== Task prompt ==
With the pictures left out, output the records below exactly.

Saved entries
+ + +
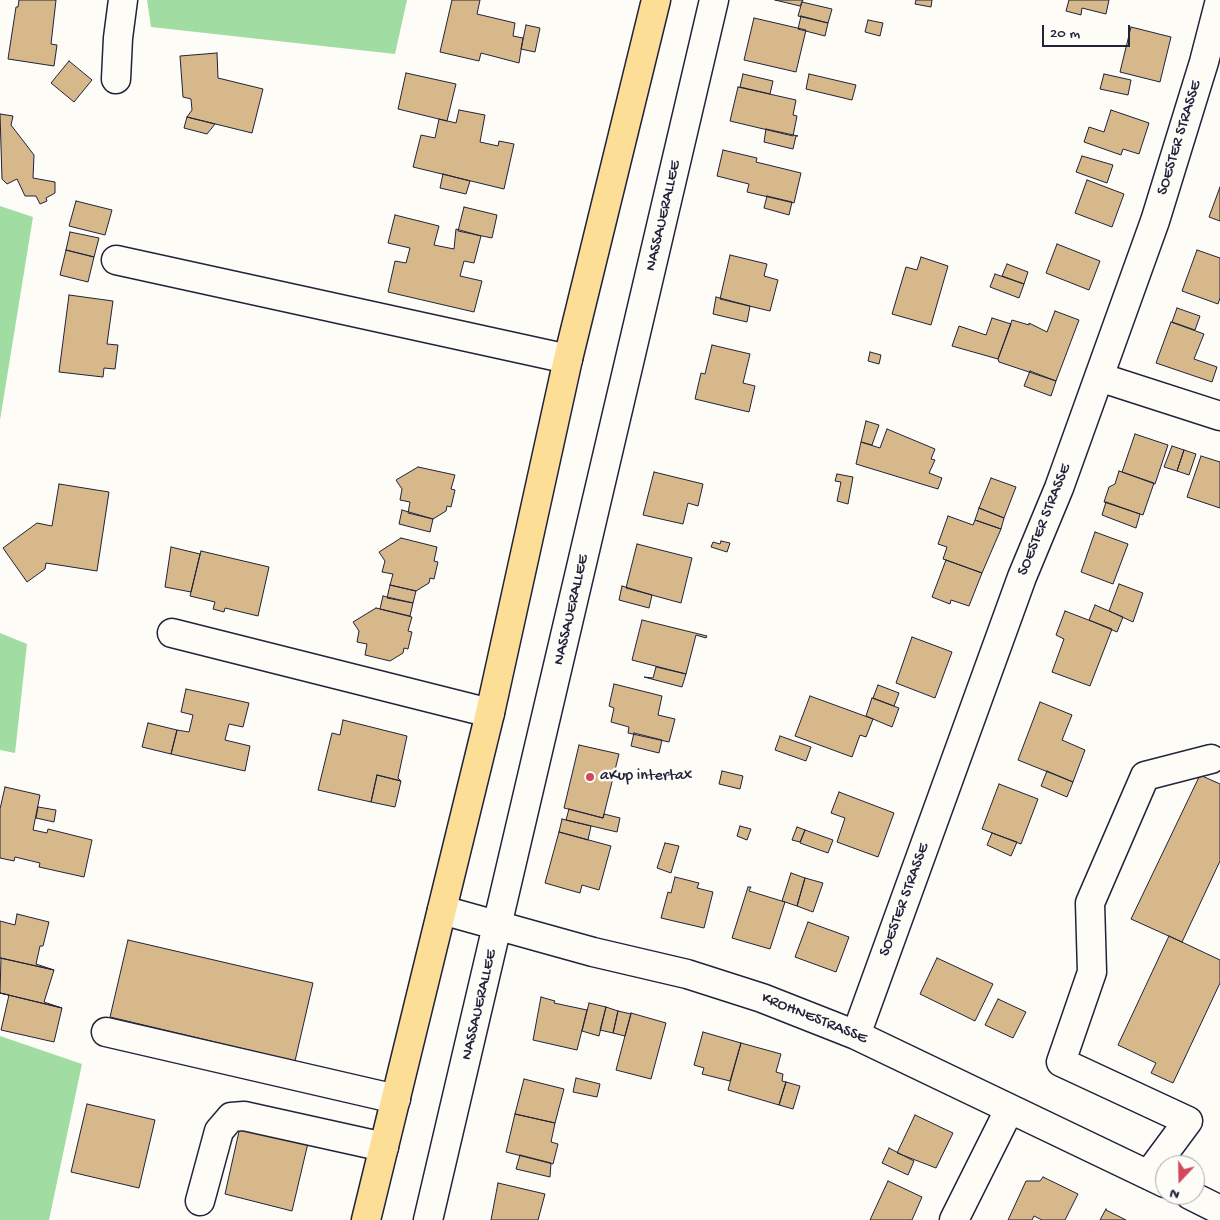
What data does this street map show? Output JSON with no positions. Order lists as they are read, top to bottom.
{
  "streets": {
    "street": ["SOESTER STRASSE", "NASSAUERALLEE", "KROHNESTRASSE"]
  },
  "crossings": [
    ["SOESTER STRASSE", "KROHNESTRASSE"],
    ["NASSAUERALLEE", "KROHNESTRASSE"]
  ],
  "places": ["aKup intertax"],
  "scale_bar": "20 m",
  "north": "bottom"
}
+ + +
== Exercise result ==
What data does this street map show? Output JSON with no positions. Order lists as they are read, top to bottom.
{
  "streets": {
    "street": ["SOESTER STRASSE", "NASSAUERALLEE", "KROHNESTRASSE"]
  },
  "crossings": [
    ["SOESTER STRASSE", "KROHNESTRASSE"],
    ["NASSAUERALLEE", "KROHNESTRASSE"]
  ],
  "places": ["aKup intertax"],
  "scale_bar": "20 m",
  "north": "bottom"
}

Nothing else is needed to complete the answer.